──────── Record excerpts ────────
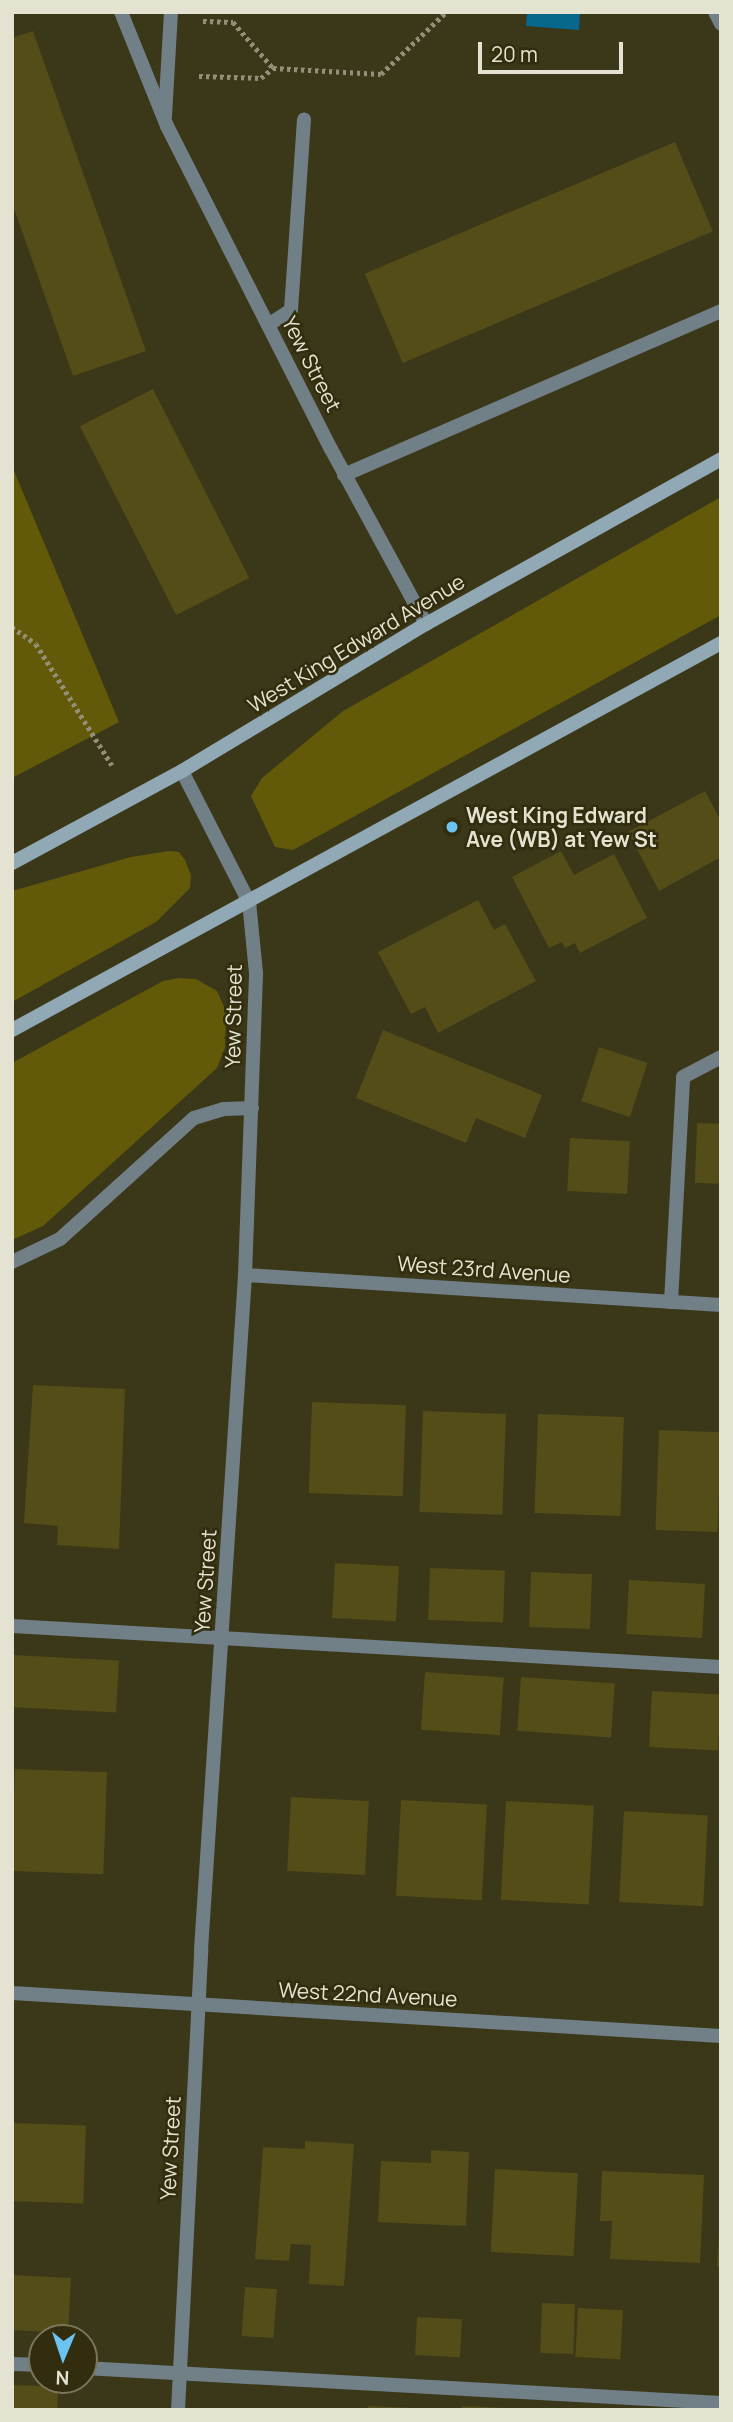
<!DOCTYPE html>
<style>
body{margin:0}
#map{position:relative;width:733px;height:2422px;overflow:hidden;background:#3b3719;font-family:Manrope,sans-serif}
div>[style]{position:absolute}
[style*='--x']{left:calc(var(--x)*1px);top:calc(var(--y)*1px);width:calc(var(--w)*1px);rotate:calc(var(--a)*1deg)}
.green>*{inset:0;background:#635a09}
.water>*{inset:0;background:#07678c}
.building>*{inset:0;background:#544d18;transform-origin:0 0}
.path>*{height:4.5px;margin-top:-2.25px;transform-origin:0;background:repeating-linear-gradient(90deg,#939079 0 3.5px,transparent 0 7px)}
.lane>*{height:14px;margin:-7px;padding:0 7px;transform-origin:7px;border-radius:7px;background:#717f87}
.street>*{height:14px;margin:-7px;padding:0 7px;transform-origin:7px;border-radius:7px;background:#717f87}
.secondary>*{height:14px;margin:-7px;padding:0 7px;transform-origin:7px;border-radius:7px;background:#91a8b5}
.dots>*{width:19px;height:19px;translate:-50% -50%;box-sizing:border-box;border:4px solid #312d0e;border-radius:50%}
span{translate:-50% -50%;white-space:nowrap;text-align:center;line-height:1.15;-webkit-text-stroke:5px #312d0e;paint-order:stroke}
.street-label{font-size:21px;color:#e4e3d1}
.poi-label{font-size:21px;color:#e4e3d1;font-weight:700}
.left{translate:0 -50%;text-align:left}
.frame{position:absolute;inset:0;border:14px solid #e4e3d1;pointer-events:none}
.north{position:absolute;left:28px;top:2324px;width:70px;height:70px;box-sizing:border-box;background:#312d0e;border:2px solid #79765c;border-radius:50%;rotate:182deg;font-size:19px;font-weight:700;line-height:28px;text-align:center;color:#e4e3d1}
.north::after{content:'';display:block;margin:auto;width:24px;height:32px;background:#6ac3f1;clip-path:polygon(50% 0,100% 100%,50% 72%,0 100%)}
.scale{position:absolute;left:478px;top:42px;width:145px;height:32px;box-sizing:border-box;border:4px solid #e4e3d1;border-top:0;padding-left:9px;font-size:21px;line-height:24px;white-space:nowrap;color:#e4e3d1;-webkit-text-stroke:5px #312d0e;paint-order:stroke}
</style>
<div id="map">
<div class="green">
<i style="clip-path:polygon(12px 466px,119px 722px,12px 778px)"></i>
<i style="clip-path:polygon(721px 497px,721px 615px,293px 850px,275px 847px,251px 796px,262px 778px,343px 711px)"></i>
<i style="clip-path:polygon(169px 851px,179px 852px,185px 860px,191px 875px,190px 888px,156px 922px,12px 1002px,12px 891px,131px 857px)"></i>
<i style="clip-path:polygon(179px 978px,196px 979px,217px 991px,226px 1011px,225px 1048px,217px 1068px,43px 1226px,12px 1240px,12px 1063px,163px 981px)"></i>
</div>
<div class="water">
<i style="clip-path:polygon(527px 12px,580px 12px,579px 30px,526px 26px)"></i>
</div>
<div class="building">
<i style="clip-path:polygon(33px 31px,146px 351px,73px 376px,12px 203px,12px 38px)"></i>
<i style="left:675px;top:142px;width:97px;height:337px;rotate:67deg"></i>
<i style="left:153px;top:389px;width:212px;height:82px;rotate:63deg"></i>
<i style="clip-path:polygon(705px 791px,721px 821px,721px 857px,659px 891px,628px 832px)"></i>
<i style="clip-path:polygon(561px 851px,574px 875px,614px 854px,647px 918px,580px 953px,575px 943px,565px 948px,562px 942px,549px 948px,512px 877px)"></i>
<i style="clip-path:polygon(478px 900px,494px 930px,505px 924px,536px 981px,438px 1033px,425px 1007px,411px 1014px,378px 952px)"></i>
<i style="clip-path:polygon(383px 1030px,542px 1095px,525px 1138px,476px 1118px,466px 1143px,356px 1098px)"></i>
<i style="left:599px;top:1047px;width:51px;height:57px;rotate:18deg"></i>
<i style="left:697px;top:1123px;width:24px;height:60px;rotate:2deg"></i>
<i style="left:570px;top:1138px;width:60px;height:53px;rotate:3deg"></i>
<i style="clip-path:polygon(33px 1385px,125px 1389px,119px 1549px,57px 1545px,58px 1526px,24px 1523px)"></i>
<i style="left:312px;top:1402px;width:94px;height:91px;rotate:2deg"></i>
<i style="left:423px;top:1411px;width:83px;height:101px;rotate:2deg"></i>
<i style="left:538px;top:1414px;width:86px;height:99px;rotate:2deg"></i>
<i style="left:659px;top:1430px;width:62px;height:100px;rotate:2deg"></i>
<i style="left:335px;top:1563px;width:64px;height:55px;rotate:3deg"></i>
<i style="left:430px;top:1568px;width:75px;height:52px;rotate:2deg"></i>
<i style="left:531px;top:1572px;width:61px;height:55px;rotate:2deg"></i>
<i style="left:629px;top:1580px;width:76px;height:54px;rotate:3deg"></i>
<i style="left:12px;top:1655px;width:107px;height:52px;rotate:3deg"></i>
<i style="left:425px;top:1672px;width:79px;height:58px;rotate:4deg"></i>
<i style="left:521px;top:1677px;width:94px;height:54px;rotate:4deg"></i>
<i style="left:652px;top:1691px;width:69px;height:56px;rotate:3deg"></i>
<i style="left:15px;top:1769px;width:92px;height:102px;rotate:2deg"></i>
<i style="left:291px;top:1797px;width:78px;height:74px;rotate:3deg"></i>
<i style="left:401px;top:1800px;width:86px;height:96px;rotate:3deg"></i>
<i style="left:506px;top:1801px;width:88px;height:99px;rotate:3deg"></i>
<i style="left:624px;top:1811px;width:84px;height:91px;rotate:3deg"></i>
<i style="left:12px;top:2123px;width:74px;height:78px;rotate:2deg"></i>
<i style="clip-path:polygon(305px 2141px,354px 2144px,344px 2286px,309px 2284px,311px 2245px,291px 2244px,289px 2261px,255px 2259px,263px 2147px,305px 2149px)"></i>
<i style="clip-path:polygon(431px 2150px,469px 2152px,466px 2226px,378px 2222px,381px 2161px,431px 2163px)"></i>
<i style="left:495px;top:2169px;width:83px;height:83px;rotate:3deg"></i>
<i style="clip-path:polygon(602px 2171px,704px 2175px,700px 2263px,610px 2259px,612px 2221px,600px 2221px)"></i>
<i style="clip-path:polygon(719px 2233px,721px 2233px,721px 2268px,717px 2267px)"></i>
<i style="left:12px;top:2275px;width:59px;height:55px;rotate:3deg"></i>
<i style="left:245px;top:2287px;width:32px;height:49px;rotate:4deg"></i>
<i style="left:542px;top:2303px;width:33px;height:50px;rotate:2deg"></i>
<i style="left:578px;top:2308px;width:45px;height:49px;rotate:3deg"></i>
<i style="left:417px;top:2317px;width:45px;height:38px;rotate:3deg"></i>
<i style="left:12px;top:2385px;width:46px;height:25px;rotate:2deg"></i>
<i style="clip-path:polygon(368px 2406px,413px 2408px,413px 2410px,368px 2410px)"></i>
<i style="clip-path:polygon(462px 2406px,505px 2408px,505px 2410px,462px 2410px)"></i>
</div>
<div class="path">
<i style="--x:203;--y:21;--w:30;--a:2"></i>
<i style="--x:233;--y:22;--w:61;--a:49"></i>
<i style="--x:199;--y:76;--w:62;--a:1.8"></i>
<i style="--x:261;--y:78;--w:16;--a:-40"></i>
<i style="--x:273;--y:68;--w:108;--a:3.2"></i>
<i style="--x:381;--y:74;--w:90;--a:-43.6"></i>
<i style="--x:12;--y:627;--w:29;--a:35"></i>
<i style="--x:36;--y:644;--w:143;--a:57.9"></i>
</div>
<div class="lane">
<i style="--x:268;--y:325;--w:27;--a:-33"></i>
<i style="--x:291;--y:310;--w:191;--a:-86.1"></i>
<i style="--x:671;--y:1302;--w:225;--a:-86.9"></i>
<i style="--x:683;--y:1077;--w:43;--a:-27.8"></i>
<i style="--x:12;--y:1626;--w:710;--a:3.31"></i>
<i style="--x:12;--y:2364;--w:30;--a:2"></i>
<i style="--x:84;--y:2368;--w:638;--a:3.14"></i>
</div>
<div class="street">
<i style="--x:121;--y:12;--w:123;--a:68"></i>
<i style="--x:167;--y:126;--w:362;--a:63.1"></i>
<i style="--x:331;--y:449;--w:199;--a:61.5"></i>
<i style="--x:715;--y:12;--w:13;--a:63"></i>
<i style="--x:165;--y:116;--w:104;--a:-86.7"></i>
<i style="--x:344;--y:475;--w:411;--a:-23.5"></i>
<i style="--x:12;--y:1262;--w:53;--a:-25.6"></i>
<i style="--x:60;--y:1239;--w:181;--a:-42.1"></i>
<i style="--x:194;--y:1118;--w:31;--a:-17"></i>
<i style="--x:224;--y:1109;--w:28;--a:-2"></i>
<i style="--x:245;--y:1275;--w:477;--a:3.6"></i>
<i style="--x:12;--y:1993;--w:710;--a:3.47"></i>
<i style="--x:178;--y:2410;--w:461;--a:-87.1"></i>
<i style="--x:201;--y:1950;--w:676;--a:-86.27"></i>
<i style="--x:245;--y:1275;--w:302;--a:-87.9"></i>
<i style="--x:256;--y:973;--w:71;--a:-95.6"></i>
<i style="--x:249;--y:902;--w:147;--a:-117.1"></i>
</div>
<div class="secondary">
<i style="--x:12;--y:863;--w:193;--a:-28.4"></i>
<i style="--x:182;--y:771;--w:285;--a:-31.1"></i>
<i style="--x:426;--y:624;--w:338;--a:-29.2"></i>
<i style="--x:12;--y:1030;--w:808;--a:-28.63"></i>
</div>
<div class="dots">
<i style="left:452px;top:827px;background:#6ac3f1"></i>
</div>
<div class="street-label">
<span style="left:312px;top:364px;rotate:63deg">Yew Street</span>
<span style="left:356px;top:643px;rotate:-31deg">West King Edward Avenue</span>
<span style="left:233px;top:1016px;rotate:-89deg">Yew Street</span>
<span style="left:484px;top:1269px;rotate:4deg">West 23rd Avenue</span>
<span style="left:205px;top:1581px;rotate:-86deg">Yew Street</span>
<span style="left:368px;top:1994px;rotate:3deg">West 22nd Avenue</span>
<span style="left:170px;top:2148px;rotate:-87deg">Yew Street</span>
</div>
<div class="poi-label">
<span class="left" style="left:466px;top:827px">West King Edward<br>Ave (WB) at Yew St</span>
</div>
<div class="frame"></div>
<div class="north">N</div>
<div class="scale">20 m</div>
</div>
────────
Description of the task — What you should return is the exact text of every line from the top of the entries through the line with "0 3.5px,transparent 0", pictures removed.

Solution —
<!DOCTYPE html>
<style>
body{margin:0}
#map{position:relative;width:733px;height:2422px;overflow:hidden;background:#3b3719;font-family:Manrope,sans-serif}
div>[style]{position:absolute}
[style*='--x']{left:calc(var(--x)*1px);top:calc(var(--y)*1px);width:calc(var(--w)*1px);rotate:calc(var(--a)*1deg)}
.green>*{inset:0;background:#635a09}
.water>*{inset:0;background:#07678c}
.building>*{inset:0;background:#544d18;transform-origin:0 0}
.path>*{height:4.5px;margin-top:-2.25px;transform-origin:0;background:repeating-linear-gradient(90deg,#939079 0 3.5px,transparent 0 7px)}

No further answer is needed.